[Exercise] All of the data, except its images, should be set down exactly as it appears.

[Input]
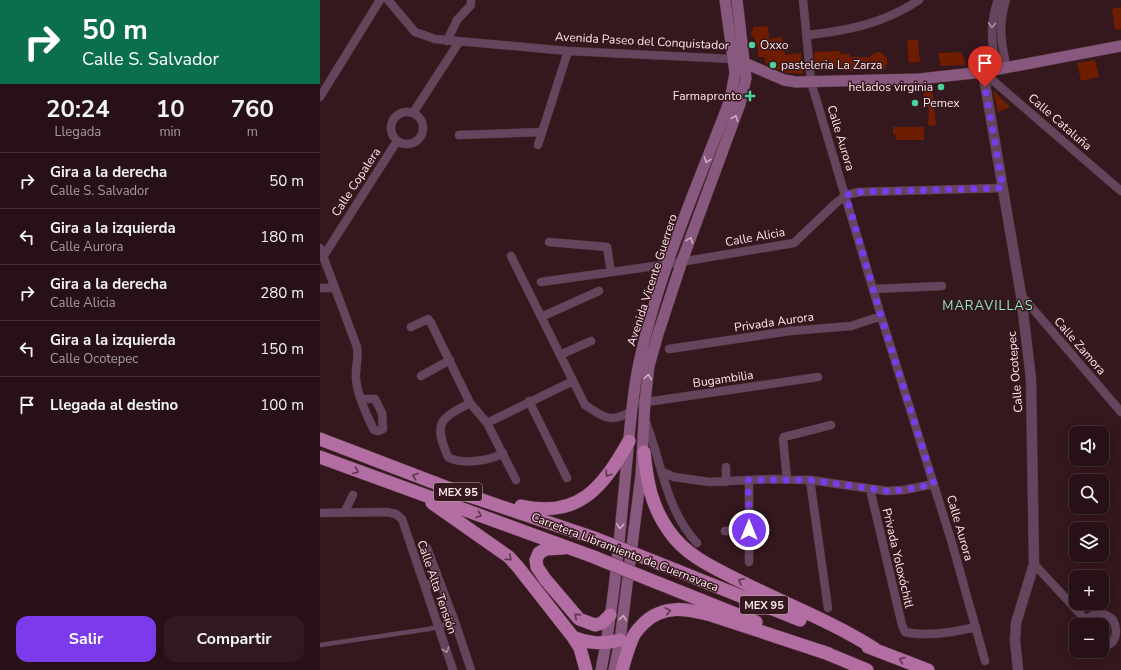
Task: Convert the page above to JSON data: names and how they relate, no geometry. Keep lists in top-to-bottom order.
{
  "streets": {
    "highway": ["MEX 95", "Carretera Libramiento de Cuernavaca"],
    "main road": ["Avenida Paseo del Conquistador", "Avenida Vicente Guerrero"],
    "street": [
      "Calle Cataluña",
      "Calle Aurora",
      "Calle Copalera",
      "Calle Alicia",
      "Privada Aurora",
      "Calle Zamora",
      "Calle Ocotepec",
      "Bugambilia",
      "Privada Yoloxóchitl",
      "Calle Alta Tensión"
    ]
  },
  "crossings": [
    ["Avenida Paseo del Conquistador", "Calle Cataluña"],
    ["Avenida Paseo del Conquistador", "Calle Aurora"],
    ["Avenida Paseo del Conquistador", "Avenida Vicente Guerrero"],
    ["Avenida Paseo del Conquistador", "Calle Ocotepec"],
    ["Calle Cataluña", "Calle Ocotepec"],
    ["Calle Aurora", "Calle Alicia"],
    ["Calle Aurora", "Privada Aurora"],
    ["Calle Aurora", "Privada Yoloxóchitl"],
    ["Calle Alicia", "Avenida Vicente Guerrero"],
    ["Avenida Vicente Guerrero", "Bugambilia"],
    ["Calle Zamora", "Calle Ocotepec"]
  ],
  "districts": ["MARAVILLAS"],
  "places": {
    "other": [
      "Oxxo",
      "pasteleria La Zarza",
      "helados virginia",
      "Pemex"
    ],
    "health": ["Farmapronto"]
  },
  "page": {
    "turn": ["50 m", "Calle S. Salvador"],
    "eta": [
      "20:24",
      "Llegada",
      "10",
      "min",
      "760",
      "m"
    ],
    "list": [
      {
        "name": "Gira a la derecha",
        "note": "Calle S. Salvador",
        "value": "50 m"
      },
      {
        "name": "Gira a la izquierda",
        "note": "Calle Aurora",
        "value": "180 m"
      },
      {
        "name": "Gira a la derecha",
        "note": "Calle Alicia",
        "value": "280 m"
      },
      {
        "name": "Gira a la izquierda",
        "note": "Calle Ocotepec",
        "value": "150 m"
      },
      {
        "name": "Llegada al destino",
        "value": "100 m"
      }
    ],
    "map_buttons": ["+", "−"],
    "buttons": ["Salir", "Compartir"]
  }
}
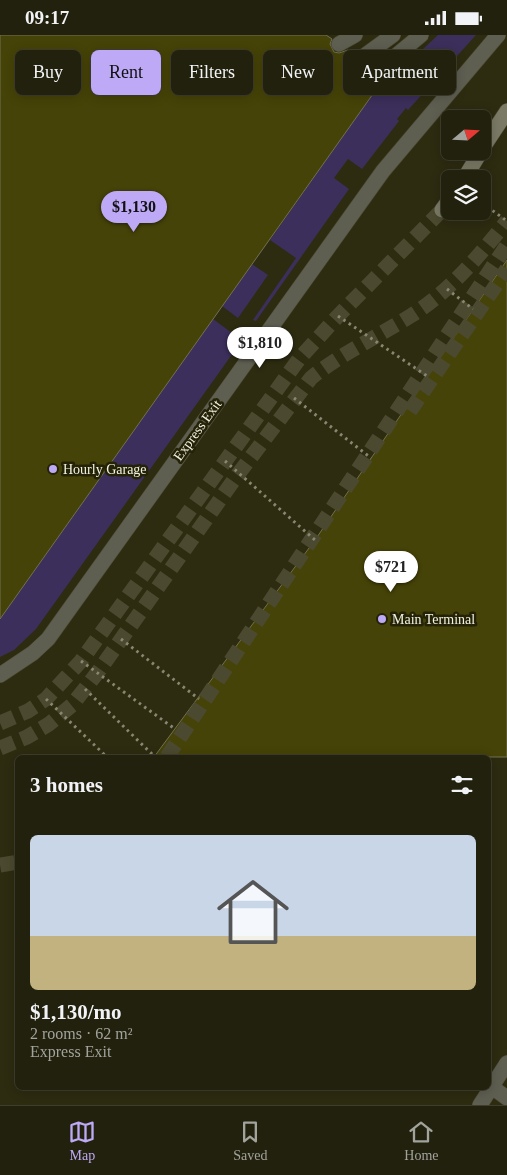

[Worked solution]
Task: Convert the page above to JSON data: names and how they relate, no geometry. Keep lists in top-to-bottom order.
{
  "streets": {
    "highway": ["MEX 95", "Carretera Libramiento de Cuernavaca"],
    "main road": ["Avenida Paseo del Conquistador", "Avenida Vicente Guerrero"],
    "street": [
      "Calle Cataluña",
      "Calle Aurora",
      "Calle Copalera",
      "Calle Alicia",
      "Privada Aurora",
      "Calle Zamora",
      "Calle Ocotepec",
      "Bugambilia",
      "Privada Yoloxóchitl",
      "Calle Alta Tensión"
    ]
  },
  "crossings": [
    ["Avenida Paseo del Conquistador", "Calle Cataluña"],
    ["Avenida Paseo del Conquistador", "Calle Aurora"],
    ["Avenida Paseo del Conquistador", "Avenida Vicente Guerrero"],
    ["Avenida Paseo del Conquistador", "Calle Ocotepec"],
    ["Calle Cataluña", "Calle Ocotepec"],
    ["Calle Aurora", "Calle Alicia"],
    ["Calle Aurora", "Privada Aurora"],
    ["Calle Aurora", "Privada Yoloxóchitl"],
    ["Calle Alicia", "Avenida Vicente Guerrero"],
    ["Avenida Vicente Guerrero", "Bugambilia"],
    ["Calle Zamora", "Calle Ocotepec"]
  ],
  "districts": ["MARAVILLAS"],
  "places": {
    "other": [
      "Oxxo",
      "pasteleria La Zarza",
      "helados virginia",
      "Pemex"
    ],
    "health": ["Farmapronto"]
  },
  "page": {
    "turn": ["50 m", "Calle S. Salvador"],
    "eta": [
      "20:24",
      "Llegada",
      "10",
      "min",
      "760",
      "m"
    ],
    "list": [
      {
        "name": "Gira a la derecha",
        "note": "Calle S. Salvador",
        "value": "50 m"
      },
      {
        "name": "Gira a la izquierda",
        "note": "Calle Aurora",
        "value": "180 m"
      },
      {
        "name": "Gira a la derecha",
        "note": "Calle Alicia",
        "value": "280 m"
      },
      {
        "name": "Gira a la izquierda",
        "note": "Calle Ocotepec",
        "value": "150 m"
      },
      {
        "name": "Llegada al destino",
        "value": "100 m"
      }
    ],
    "map_buttons": ["+", "−"],
    "buttons": ["Salir", "Compartir"]
  }
}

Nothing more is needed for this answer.